Une « enquête supplémentaire » révèle comment Ferrero a minimisé l’étendue de la contamination
En 2022, le groupe italien n’avait évoqué qu’un seul épisode de contamination dans son usine belge d’Arlon. En fait, plus de 80 échantillons se sont révélés positifs en deux mois, selon un rapport inédit.
« Nous sommes désolés. » Le 25 mai 2022, devant les lecteurs de parisienle directeur général français de Ferrero brise son silence. Le groupe italien, connu pour ses marques Nutella, Kinder et Crunch, est dans la tourmente depuis deux mois. Des centaines d’enfants européens sont tombés malades après avoir mangé des chocolats Kinder contaminés à la salmonelle. Rien qu’en France, 81 cas ont été enregistrés, dont 22 nécessitant une hospitalisation. A terme, quelque 400 patients seront recensés, dont 121 en France, sans qu’aucun décès ne soit signalé. « Ce qui s’est passé n’est pas acceptable »reconnaît le leader, Nicolas Neykov.
Le patron de la branche française de Ferrero promet la transparence. « Tout ce que je sais, je vous le dirai. (…) Il n’y a jamais eu de tromperie ni de volonté de cacher la vérité »assure-t-il. Interrogé sur l’origine de la contamination, il avait alors fait état d’une détection de salmonelles dans l’usine Ferrero à Arlon, en Belgique, le 15 décembre 2021. Quelques semaines plus tôt, début avril, un communiqué du groupe ne faisait pas mention de déjà cette alerte, datée du 15 décembre.
Des traces de salmonelles ont-elles été trouvées dans l’usine à d’autres moments ? Le directeur général suggère qu’il s’agit d’un cas isolé. « Tous nos tests effectués dans les jours suivants se sont révélés négatifs, ce qui nous a ensuite permis de rouvrir l’usine »assure-t-il. « Nous travaillons dur pour que cela ne se reproduise plus jamais. »ajoute-t-il encore. En ce jour d’opération transparence, le patron français de Ferrero oublie de préciser que « que » c’est déjà arrivé à nouveau. Des dizaines de fois.
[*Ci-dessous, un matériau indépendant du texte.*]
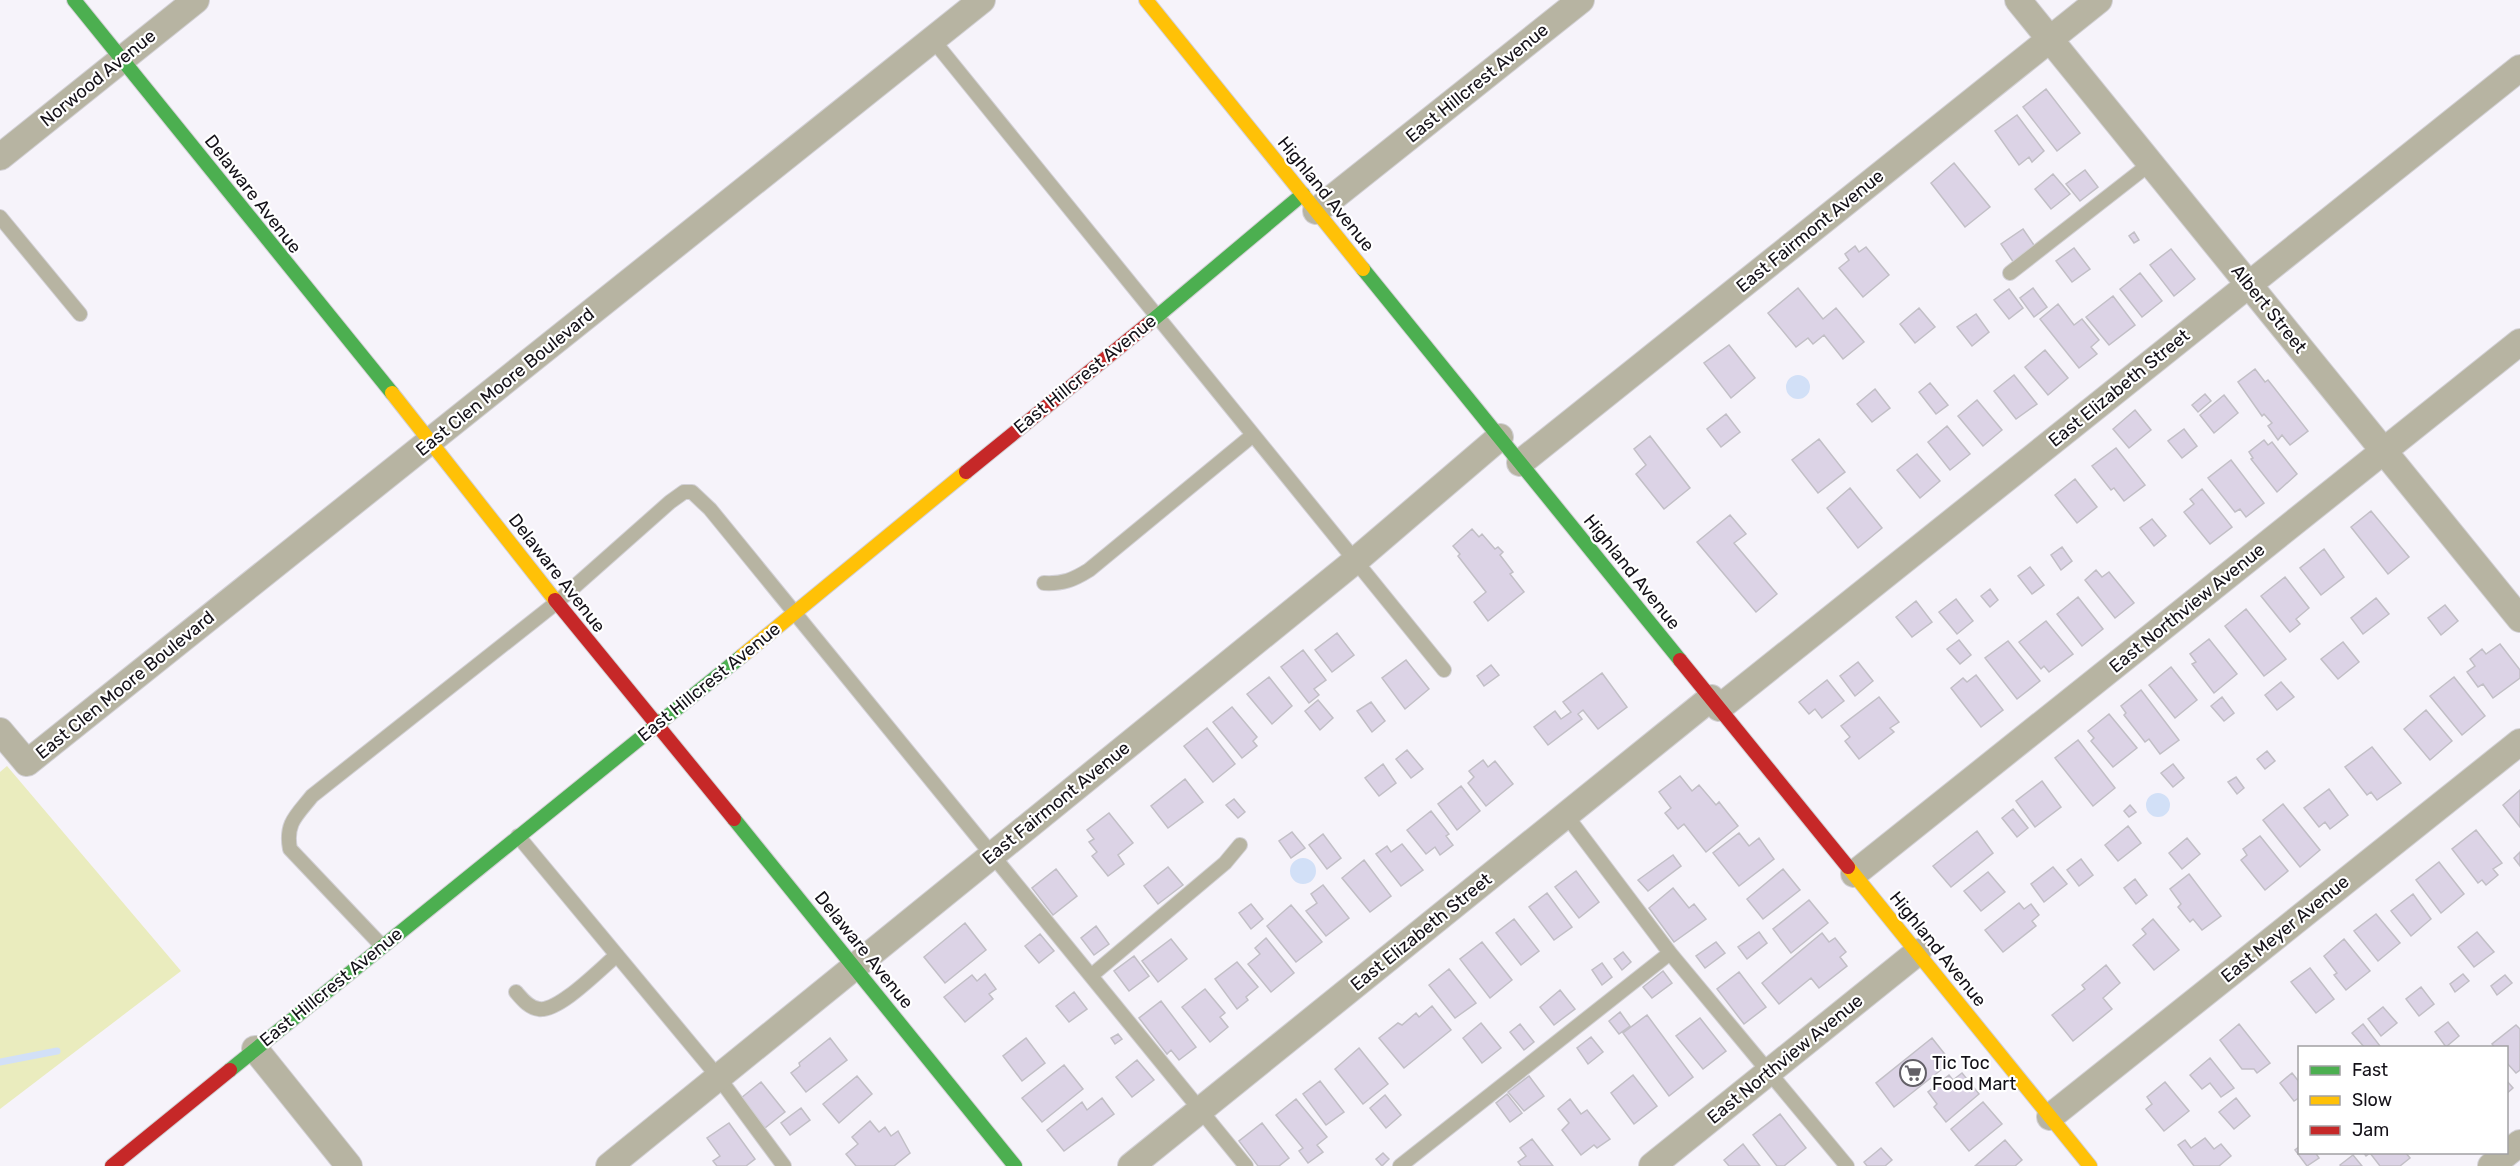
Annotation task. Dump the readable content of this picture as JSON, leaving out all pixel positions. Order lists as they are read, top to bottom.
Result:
{
  "streets": {
    "street": [
      "Norwood Avenue",
      "East Hillcrest Avenue",
      "Delaware Avenue",
      "Highland Avenue",
      "East Fairmont Avenue",
      "Albert Street",
      "East Clen Moore Boulevard",
      "East Elizabeth Street",
      "East Northview Avenue",
      "East Meyer Avenue"
    ]
  },
  "crossings": [
    ["Norwood Avenue", "Delaware Avenue"],
    ["East Hillcrest Avenue", "Delaware Avenue"],
    ["East Hillcrest Avenue", "Highland Avenue"],
    ["Delaware Avenue", "East Fairmont Avenue"],
    ["Delaware Avenue", "East Clen Moore Boulevard"],
    ["Highland Avenue", "East Fairmont Avenue"],
    ["Highland Avenue", "East Elizabeth Street"],
    ["Highland Avenue", "East Northview Avenue"],
    ["Highland Avenue", "East Meyer Avenue"],
    ["East Fairmont Avenue", "Albert Street"],
    ["Albert Street", "East Elizabeth Street"],
    ["Albert Street", "East Northview Avenue"]
  ],
  "places": {
    "supermarket": ["Tic Toc Food Mart"]
  },
  "legend": ["Fast", "Slow", "Jam"]
}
Deux ans et demi plus tard, « Complément d’enquête » révèle pour la première fois au grand public l’ampleur des contaminations, grâce à un document jusqu’ici passé sous les radars. Dans son reportage intitulé « Ferrero : les petits secrets du géant du chocolat », diffusé jeudi 17 octobre à 22h45 sur France 2, le magazine montre comment les autorités sanitaires européennes ont mis à mal la version de l’entreprise dans un reportage publié le 18 mai 2022. , une semaine avant l’entretien avec Nicolas Neykov.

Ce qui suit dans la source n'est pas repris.